Birthe Wesselhøft (17 April 1934 – 7 September 2025) was a Danish-Swedish artist who worked with fabrics.

== Biography ==
She grew up in Copenhagen during the German occupation in World War II. As a child, she showed early musical talent and had an absolute pitch, which led to piano lessons. After graduating from high school, she worked for a short time in an office but soon chose the artistic path. She studied art with the sculptor Knud Brøndsted and the portrait painter Regitze Brøndsted.

In 1953 she moved to Sweden after marriage and first settled in Forssjö outside Katrineholm. The family later moved to Härnösand, where she worked as a pianist at a ballet school. Her debut exhibition took place in 1972 at the KFUM in Härnösand.

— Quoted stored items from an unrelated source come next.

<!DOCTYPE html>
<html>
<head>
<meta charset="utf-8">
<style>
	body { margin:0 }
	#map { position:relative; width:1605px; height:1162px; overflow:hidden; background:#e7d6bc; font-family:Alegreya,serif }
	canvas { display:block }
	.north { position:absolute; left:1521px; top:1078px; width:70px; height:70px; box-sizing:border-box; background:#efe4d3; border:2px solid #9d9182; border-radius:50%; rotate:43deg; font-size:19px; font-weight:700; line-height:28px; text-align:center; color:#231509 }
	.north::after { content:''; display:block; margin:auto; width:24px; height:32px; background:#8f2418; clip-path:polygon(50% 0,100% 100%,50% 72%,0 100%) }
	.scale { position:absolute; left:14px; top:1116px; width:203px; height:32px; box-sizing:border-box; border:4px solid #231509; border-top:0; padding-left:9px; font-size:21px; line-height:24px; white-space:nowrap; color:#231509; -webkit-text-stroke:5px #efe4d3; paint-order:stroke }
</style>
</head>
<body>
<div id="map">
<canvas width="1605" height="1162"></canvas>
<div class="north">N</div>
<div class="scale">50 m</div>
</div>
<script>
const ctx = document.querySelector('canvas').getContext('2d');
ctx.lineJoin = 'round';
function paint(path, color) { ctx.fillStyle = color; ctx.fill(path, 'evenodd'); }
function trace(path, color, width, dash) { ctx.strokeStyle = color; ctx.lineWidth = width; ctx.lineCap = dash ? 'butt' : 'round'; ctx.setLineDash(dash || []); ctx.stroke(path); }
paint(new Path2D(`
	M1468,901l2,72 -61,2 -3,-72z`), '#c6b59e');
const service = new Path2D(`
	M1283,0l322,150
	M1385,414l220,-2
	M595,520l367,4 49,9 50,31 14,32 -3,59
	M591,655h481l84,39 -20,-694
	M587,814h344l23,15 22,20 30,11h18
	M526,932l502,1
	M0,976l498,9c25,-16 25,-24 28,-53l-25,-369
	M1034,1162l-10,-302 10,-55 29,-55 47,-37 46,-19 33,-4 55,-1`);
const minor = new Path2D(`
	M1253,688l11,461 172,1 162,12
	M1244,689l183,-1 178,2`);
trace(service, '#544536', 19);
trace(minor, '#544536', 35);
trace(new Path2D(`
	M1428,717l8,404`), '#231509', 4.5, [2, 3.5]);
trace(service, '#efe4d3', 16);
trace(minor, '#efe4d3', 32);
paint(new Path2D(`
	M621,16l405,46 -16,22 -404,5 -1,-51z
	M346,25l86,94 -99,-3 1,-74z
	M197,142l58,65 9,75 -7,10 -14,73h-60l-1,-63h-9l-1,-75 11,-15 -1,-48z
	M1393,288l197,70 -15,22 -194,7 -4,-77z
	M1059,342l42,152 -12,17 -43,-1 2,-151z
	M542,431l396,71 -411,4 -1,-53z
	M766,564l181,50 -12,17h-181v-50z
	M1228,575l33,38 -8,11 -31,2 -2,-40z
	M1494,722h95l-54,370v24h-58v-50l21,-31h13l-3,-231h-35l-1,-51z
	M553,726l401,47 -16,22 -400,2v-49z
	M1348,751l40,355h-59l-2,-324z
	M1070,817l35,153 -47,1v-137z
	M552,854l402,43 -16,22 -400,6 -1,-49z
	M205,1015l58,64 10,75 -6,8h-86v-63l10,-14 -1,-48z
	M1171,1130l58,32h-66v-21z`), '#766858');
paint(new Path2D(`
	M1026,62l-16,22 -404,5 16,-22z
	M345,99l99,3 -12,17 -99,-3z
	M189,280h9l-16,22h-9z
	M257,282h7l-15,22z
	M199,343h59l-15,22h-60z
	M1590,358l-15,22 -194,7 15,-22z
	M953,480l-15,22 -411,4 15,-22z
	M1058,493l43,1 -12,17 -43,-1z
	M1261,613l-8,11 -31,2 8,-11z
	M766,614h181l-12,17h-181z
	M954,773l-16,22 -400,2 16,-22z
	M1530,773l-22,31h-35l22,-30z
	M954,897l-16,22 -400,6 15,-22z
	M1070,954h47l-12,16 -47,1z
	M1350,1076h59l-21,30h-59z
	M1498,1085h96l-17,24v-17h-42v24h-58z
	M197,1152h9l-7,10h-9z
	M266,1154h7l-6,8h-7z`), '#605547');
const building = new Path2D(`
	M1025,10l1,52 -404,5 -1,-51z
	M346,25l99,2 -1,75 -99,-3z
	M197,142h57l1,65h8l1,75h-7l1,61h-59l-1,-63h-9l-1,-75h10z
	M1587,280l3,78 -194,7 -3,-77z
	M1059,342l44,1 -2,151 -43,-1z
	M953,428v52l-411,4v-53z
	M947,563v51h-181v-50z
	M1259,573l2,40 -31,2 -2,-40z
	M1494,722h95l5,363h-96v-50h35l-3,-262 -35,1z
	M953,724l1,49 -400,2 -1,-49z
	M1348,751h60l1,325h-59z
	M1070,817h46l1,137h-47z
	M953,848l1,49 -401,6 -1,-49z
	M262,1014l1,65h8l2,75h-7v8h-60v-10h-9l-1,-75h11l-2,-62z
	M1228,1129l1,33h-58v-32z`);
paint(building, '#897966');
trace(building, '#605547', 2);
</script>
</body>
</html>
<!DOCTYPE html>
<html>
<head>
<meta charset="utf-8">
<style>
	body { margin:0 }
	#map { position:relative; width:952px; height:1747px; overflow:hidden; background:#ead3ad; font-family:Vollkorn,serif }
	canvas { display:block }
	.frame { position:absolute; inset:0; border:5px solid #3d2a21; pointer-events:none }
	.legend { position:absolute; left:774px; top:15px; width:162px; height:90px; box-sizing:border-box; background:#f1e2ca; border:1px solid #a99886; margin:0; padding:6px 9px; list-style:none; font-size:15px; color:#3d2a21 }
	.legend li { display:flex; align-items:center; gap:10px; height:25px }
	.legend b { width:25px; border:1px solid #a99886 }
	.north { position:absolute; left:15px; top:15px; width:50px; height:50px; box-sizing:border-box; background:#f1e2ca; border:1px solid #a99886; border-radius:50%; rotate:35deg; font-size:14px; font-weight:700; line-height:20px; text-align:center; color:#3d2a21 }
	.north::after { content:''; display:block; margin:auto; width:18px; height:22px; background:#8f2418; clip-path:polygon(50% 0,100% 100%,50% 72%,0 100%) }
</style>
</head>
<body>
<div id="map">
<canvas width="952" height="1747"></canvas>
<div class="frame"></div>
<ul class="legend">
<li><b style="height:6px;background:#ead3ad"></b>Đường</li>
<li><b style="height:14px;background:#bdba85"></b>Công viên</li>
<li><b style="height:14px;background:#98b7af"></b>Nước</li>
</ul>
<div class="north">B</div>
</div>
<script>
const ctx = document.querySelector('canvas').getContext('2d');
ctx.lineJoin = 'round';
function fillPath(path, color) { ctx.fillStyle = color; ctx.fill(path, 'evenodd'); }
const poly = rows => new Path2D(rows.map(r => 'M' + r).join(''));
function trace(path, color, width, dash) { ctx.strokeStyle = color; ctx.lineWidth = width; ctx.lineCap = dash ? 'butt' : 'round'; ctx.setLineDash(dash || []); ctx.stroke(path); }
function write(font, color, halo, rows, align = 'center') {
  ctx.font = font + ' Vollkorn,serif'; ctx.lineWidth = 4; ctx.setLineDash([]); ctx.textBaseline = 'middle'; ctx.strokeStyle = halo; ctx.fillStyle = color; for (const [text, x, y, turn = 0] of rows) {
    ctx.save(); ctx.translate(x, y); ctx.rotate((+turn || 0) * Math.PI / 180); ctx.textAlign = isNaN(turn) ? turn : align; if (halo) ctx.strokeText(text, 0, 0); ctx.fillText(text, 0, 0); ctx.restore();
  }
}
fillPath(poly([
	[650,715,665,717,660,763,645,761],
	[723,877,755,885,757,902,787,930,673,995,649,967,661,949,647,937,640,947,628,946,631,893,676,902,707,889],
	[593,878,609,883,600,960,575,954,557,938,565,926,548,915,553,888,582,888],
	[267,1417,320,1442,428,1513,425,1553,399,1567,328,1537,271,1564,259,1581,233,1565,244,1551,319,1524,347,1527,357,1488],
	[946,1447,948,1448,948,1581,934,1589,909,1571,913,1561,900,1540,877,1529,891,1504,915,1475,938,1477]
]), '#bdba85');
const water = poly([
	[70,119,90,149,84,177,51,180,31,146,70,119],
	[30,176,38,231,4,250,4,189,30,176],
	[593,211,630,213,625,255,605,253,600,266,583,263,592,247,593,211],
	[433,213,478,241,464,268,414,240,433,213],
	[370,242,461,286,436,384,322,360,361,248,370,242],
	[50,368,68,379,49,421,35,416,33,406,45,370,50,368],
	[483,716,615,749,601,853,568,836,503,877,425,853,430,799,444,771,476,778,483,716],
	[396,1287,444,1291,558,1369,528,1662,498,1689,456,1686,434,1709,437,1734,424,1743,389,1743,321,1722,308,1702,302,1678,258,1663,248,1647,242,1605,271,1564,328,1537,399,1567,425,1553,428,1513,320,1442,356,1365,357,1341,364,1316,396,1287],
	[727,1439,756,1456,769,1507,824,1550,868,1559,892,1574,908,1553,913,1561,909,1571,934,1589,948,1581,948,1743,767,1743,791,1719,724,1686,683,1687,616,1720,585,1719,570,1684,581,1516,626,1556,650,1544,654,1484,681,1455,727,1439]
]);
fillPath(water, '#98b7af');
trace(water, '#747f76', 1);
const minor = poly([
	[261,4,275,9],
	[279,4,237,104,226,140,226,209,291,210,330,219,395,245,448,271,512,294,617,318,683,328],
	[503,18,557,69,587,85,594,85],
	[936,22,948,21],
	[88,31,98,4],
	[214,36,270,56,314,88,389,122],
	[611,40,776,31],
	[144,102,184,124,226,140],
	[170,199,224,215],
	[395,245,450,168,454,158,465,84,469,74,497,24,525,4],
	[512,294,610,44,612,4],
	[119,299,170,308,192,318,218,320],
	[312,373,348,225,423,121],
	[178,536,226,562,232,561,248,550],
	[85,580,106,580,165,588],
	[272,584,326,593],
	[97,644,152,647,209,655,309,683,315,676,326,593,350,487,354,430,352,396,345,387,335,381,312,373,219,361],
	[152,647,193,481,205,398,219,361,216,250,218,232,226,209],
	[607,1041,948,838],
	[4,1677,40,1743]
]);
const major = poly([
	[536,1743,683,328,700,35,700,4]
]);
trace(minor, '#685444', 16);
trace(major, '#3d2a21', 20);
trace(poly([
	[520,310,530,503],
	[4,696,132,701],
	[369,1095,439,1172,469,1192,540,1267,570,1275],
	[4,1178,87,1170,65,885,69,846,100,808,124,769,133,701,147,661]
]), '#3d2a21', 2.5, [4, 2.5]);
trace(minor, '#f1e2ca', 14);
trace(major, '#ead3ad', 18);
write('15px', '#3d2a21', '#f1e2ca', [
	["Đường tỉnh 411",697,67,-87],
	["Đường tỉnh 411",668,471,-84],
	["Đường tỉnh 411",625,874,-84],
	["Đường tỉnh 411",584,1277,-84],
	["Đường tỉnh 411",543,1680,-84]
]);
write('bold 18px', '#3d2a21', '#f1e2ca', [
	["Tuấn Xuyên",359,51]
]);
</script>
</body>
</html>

After 20 years in Härnösand, Birthe moved to Sundsvall for further art studies, especially in art history. She established herself as a full-time artist and participated in group and solo exhibitions around Sweden and Denmark. In the summer of 1995, she settled in Åmot, where she continued her artistic career.

Birthe worked in several different mediums such as oil, gouache, textile and clay sculpture. She was inspired by Cubism (including Picasso and Braque), Impressionism (Monet), the naturalistic Skagen Painters and artists such as Anders Zorn and Pierre Bonnard.

She received a scholarship from Västernorrland County and is represented in several municipalities, county councils and companies.